The Caribbean nation of Trinidad & Tobago goes to the polls tonight, with the government of prime minister Keith Rowley seeking a second term in office.
Trinidad & Tobago was once a British colony and still retains the classic British electoral system of first-past-the-post voting in single-member districts. Not surprisingly, it is dominated by two major parties: Rowley’s People’s National Movement, which holds 23 of the 41 seats in the House of Representatives (there is also an appointed Senate), and the opposition United National Congress, which holds 17 of the remaining 18.
The two parties have alternated peaceably in power for the last 30 years. Both sit towards the centre of the spectrum, with the UNC leaning a little more to the left. The main difference between them is ethnic: the PNM is supported more by those of African heritage (the descendants of former slaves) and the UNC more by those of Indian heritage (the descendants of indentured workers brought in to replace the freed slaves).
Perhaps because each party has a relatively solid base in its own community, the electoral system has not produced badly lopsided results. At the last election, in 2015, the PNM outvoted the UNC by 51.7% to 39.6%; the only other party to make a mark was the Congress of the People, an ally of the UNC, with 6.0% and one seat. Five years earlier, the UNC plus allies had won 59.8% and 29 seats.
There is no sign of anyone else challenging the duopoly this time. Polls show the two parties fairly evenly matched, with perhaps a slight advantage to the government. In local elections last December, however, the UNC held a lead of more than ten points. And as with any district-based system, in a close election it is possible that an overall lead in votes may not yield a majority of seats.

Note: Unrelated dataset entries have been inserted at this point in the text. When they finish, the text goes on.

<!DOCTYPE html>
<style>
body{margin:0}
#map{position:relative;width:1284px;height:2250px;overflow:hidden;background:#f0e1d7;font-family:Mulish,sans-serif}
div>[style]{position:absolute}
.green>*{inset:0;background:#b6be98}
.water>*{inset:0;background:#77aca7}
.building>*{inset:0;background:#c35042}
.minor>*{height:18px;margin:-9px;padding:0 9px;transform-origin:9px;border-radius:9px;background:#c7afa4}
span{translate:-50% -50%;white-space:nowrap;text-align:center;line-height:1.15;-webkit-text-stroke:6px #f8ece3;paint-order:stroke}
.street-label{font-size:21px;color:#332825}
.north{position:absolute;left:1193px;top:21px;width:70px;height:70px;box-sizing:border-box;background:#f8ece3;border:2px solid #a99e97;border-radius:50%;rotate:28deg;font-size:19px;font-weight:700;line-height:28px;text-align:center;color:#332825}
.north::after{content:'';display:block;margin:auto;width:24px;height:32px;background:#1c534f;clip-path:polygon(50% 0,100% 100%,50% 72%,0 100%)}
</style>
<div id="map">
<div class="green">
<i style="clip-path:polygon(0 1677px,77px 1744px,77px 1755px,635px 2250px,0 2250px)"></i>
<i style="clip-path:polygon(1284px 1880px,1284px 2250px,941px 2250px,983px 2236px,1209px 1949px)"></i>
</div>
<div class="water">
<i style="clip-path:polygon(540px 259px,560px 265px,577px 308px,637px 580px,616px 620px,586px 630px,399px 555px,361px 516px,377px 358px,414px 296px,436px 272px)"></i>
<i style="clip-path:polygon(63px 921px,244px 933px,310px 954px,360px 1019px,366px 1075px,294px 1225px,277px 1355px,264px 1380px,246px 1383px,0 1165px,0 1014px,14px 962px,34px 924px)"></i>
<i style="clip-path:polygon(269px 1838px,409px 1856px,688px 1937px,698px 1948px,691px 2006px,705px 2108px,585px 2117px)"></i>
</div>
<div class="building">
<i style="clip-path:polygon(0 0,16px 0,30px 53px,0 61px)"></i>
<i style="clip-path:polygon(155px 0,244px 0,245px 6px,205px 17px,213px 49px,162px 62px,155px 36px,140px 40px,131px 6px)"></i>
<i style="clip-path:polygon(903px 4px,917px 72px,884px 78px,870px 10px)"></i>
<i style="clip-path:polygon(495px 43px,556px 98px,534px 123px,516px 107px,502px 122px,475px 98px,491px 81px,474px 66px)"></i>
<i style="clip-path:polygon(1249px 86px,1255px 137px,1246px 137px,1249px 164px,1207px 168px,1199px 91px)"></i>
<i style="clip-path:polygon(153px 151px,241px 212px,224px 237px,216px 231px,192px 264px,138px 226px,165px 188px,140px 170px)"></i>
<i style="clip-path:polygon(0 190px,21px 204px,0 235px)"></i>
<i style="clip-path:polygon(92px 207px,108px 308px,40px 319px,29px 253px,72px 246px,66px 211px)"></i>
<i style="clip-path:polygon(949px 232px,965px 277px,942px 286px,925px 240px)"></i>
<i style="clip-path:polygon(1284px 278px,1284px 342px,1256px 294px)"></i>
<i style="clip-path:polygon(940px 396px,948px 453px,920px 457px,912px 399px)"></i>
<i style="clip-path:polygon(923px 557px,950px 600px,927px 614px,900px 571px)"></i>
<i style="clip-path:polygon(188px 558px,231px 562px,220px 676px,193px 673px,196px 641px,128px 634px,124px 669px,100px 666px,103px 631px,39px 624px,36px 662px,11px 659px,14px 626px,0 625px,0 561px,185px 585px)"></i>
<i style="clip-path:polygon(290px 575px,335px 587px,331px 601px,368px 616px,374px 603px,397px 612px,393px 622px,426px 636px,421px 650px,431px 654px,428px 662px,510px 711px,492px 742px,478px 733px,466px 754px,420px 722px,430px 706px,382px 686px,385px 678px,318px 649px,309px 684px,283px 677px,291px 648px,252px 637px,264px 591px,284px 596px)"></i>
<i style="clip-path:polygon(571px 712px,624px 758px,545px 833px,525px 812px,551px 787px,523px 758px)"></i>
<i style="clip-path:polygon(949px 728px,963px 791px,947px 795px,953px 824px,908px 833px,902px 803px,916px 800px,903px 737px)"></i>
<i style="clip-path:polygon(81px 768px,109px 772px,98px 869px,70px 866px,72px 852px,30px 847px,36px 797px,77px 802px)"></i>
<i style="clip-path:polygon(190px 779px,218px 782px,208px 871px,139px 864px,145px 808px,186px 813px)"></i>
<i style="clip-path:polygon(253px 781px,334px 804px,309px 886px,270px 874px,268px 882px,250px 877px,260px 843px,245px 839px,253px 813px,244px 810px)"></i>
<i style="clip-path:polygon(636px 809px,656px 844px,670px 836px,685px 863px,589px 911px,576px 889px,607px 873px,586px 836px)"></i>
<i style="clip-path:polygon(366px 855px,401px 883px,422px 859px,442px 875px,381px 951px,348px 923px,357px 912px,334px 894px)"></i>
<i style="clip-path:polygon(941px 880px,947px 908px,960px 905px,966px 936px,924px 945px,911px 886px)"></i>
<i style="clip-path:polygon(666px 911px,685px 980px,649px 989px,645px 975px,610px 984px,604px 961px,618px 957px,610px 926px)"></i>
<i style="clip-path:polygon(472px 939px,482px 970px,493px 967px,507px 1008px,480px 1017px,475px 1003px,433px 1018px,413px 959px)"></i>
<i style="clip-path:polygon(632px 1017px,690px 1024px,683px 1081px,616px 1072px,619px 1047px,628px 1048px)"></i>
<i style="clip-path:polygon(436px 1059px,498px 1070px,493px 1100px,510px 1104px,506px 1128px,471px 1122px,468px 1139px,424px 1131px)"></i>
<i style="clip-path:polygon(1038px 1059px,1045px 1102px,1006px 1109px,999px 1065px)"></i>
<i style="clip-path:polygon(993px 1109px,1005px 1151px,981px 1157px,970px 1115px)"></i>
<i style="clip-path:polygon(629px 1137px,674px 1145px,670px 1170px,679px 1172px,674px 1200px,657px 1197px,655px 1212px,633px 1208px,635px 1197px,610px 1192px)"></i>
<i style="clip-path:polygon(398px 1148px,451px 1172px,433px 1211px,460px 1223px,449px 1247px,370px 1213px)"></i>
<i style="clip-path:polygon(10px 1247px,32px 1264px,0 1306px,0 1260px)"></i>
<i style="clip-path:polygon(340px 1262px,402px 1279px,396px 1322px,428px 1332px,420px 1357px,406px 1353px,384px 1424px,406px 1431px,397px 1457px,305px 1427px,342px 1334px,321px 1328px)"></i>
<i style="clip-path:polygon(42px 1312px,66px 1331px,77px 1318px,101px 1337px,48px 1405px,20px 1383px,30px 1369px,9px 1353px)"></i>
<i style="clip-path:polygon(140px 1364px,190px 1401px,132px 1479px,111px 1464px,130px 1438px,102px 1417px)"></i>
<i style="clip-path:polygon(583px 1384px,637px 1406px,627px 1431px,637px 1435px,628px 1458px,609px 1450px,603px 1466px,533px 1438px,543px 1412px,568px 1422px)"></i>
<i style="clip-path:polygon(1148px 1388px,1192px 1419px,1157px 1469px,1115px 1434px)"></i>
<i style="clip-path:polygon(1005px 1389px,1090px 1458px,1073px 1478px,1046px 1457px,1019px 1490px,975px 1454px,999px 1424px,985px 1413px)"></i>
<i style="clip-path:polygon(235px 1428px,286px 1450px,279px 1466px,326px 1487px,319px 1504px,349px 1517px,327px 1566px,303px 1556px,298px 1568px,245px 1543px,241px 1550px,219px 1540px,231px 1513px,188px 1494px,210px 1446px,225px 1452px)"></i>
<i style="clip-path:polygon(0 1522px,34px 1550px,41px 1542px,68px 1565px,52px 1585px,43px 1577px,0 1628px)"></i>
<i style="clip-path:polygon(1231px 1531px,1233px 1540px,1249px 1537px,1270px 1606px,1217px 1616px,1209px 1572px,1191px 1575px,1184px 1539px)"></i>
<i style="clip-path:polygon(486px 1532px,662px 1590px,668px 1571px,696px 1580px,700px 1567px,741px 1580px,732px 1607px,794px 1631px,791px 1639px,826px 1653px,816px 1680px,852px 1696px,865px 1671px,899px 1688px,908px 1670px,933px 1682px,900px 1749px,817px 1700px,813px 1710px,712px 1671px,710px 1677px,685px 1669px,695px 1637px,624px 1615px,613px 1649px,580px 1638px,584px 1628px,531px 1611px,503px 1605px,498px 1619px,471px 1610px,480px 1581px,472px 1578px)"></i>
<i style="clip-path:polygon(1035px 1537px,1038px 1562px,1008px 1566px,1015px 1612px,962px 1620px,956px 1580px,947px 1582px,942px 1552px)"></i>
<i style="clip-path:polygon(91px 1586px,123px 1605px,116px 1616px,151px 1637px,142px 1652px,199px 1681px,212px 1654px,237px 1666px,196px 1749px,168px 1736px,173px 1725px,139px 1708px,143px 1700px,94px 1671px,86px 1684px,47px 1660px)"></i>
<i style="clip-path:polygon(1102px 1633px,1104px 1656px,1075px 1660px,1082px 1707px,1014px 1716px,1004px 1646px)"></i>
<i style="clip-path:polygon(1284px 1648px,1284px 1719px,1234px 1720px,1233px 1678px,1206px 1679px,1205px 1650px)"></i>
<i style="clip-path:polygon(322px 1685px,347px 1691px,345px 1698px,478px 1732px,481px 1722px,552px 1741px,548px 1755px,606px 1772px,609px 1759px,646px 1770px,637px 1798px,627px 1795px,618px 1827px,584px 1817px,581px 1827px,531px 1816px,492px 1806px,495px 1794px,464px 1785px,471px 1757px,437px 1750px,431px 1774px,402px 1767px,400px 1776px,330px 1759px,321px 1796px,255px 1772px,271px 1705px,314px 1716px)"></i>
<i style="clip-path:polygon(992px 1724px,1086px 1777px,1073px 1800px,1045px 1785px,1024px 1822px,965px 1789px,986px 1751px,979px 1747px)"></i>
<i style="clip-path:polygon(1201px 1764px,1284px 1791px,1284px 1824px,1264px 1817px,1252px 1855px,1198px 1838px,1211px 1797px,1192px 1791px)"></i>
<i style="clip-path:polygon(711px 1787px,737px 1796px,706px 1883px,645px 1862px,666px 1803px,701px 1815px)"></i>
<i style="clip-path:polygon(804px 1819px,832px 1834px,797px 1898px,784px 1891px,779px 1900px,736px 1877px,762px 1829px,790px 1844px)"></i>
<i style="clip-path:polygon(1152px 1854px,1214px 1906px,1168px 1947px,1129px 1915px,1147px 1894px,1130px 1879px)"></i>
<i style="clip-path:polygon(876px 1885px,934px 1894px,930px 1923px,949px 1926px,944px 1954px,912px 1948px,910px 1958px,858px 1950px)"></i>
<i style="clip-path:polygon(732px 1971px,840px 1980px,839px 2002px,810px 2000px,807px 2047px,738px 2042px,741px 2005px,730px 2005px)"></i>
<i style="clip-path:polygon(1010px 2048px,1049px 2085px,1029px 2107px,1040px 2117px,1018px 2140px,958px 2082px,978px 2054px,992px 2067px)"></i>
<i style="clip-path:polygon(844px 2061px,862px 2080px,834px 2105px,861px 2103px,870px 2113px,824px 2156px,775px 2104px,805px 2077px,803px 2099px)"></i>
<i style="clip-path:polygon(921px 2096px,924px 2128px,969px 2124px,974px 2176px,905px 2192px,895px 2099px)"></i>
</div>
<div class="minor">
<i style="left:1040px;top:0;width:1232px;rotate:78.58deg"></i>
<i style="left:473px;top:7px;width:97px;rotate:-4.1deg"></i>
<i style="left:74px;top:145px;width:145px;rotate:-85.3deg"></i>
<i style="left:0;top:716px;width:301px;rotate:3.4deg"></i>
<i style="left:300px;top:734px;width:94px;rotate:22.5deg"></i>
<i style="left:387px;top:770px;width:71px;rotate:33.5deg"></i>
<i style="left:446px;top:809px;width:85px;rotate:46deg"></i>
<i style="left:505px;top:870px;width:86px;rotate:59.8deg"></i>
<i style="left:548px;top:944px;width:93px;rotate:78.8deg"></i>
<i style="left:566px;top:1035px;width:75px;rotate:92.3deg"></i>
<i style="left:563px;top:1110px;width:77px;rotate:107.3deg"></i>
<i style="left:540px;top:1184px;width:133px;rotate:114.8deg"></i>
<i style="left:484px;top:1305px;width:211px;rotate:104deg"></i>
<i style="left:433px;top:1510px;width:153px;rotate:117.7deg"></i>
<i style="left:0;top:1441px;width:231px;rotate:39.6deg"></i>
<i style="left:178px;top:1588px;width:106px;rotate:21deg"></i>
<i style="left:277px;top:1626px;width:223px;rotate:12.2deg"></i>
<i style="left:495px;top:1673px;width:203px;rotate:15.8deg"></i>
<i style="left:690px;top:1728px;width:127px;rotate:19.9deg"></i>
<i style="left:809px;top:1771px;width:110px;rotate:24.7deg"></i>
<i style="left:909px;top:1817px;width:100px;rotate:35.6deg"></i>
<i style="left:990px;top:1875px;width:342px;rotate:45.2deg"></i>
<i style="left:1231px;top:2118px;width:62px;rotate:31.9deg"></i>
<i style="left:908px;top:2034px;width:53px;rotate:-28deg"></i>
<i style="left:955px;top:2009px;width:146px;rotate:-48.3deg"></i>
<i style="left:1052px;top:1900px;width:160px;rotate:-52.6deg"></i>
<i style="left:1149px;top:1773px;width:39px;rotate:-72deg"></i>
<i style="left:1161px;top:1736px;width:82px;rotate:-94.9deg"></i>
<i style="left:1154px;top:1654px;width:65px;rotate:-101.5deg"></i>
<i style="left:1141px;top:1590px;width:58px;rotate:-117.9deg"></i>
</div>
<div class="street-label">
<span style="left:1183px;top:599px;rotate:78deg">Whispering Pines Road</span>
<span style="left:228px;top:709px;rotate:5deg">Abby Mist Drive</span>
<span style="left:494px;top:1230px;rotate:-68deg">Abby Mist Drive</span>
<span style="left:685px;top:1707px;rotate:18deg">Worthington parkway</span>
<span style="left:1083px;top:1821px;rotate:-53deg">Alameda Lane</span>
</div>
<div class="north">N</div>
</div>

Covid-19 has done rather less damage in Trinidad & Tobago than in much of the region. Eight people have died, all in the early months of the outbreak. But there has been a recent uptick in the number of cases, leading the electoral commission to take steps to try to reduce the risk of transmission to and from voters.
No doubt there will be some reduction in turnout, which usually hovers around the two-thirds mark, although it’s unclear which side might benefit from that. Nor is it clear whether the government will be given credit for its satisfactory handling of the pandemic. As the year has already showed, the relationship between health outcomes and electoral fortunes is far from simple.